Took the standard walk first thing; all good. Soon it was time to set up for an event in the auditorium. I almost got everything right. Speaker was interesting, famous historian Professor Andrew Roberts on his biography of King George III. I got the zoom meeting started right and all, but I made a wee mistake in the audio so that the zoom attendees were not able to ask questions back to the auditorium. Simple stupid oversight that I figured out five minutes after the event was over.
Then off to FOPAL where I found 8 boxes of donations, which yielded about 1 box of saleable books. While there I spoke to Janette, the boss of it, asking for help setting up for our sale at the Vintage Computer Fest this coming weekend. She later sent an email to several people which I hope will get the help I need.
Today was the first Monday which is mixer dinner day. If you go down in time (there are a limited number of tickets) you can draw a number that randomizes you to a table of other residents. The idea is to dine with people you don’t ordinarily see. I get the next to last ticket, and dined with some people I didn’t know that well.
Tomorrow is the writers group and the topic is “technology and you”. Obvs. I can’t pass that one up. Here is what I wrote in about 90 minutes. Read to the end, I’m quite pleased with the punchline.
In truth I think I am just a tiny bit onto the edge of the autism spectrum, if that can be allowed as an excuse, if not an explanation, for a lifelong fascination with things, accompanied by a lifelong disinterest in people. Physical things, and how they work, have engaged me from earliest childhood. Here I am fascinated by a thing at age 3.
I have brought that same focused attention to things ever since. From this age through high school my favorite things were automobiles. I learned everything there was to know about them. Each month the school library would get a new copy of Car and Driver and I would be the first to read it. I disassembled cars and sometimes reassembled them successfully. I had a small motorcycle that I completely rebuilt. (I never had the money, the access to tools, or the mentoring needed to build a proper custom vehicle.)

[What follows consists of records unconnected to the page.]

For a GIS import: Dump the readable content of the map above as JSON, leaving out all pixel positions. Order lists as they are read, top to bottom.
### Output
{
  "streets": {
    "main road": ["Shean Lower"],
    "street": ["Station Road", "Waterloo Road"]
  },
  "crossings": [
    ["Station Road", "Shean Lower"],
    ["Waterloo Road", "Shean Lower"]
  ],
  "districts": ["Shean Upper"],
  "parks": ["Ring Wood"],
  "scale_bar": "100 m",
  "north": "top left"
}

I never stopped caring about cars, but I added electronic devices to my interests. I mastered radio and hi-fi amplifier circuits, first with vacuum tubes and then transistors. When I dropped out of college I took a year of electronics vocational school, in order to pass the Federal Communications Commission exam to operate broadcast transmitters. (If you have a transmitter with more than 1000 watts of power, I’m your boy.)
While in fact I never laid a finger on such a transmitter, that license got me other jobs, first with the telephone company — which had buildings full of quite boring things in which I quickly lost interest — and then with IBM, which had a wide range of absolutely delightful things, endlessly complex yet logical, some mechanical, like keypunches and card sorters, and then the electronic ones, the computers.
And then I realized that the computers were only the physical arena for a vastly wider, near-infinite, array, of entrancing mental things called “Software”. You may imagine me as a 30-year-old peering into a CRT terminal with exactly the same intensity as 3-year-old me stared into that headlight.
I’ve never thought of “Technology” as something separate from me or from life. Life is really all the things, mostly interesting, some boring, all connected by common principles, one interest leading to another. Oh, sure, there’s people too. They’re important. You have to say that, so they’ll stop bothering you and let you get back to your things.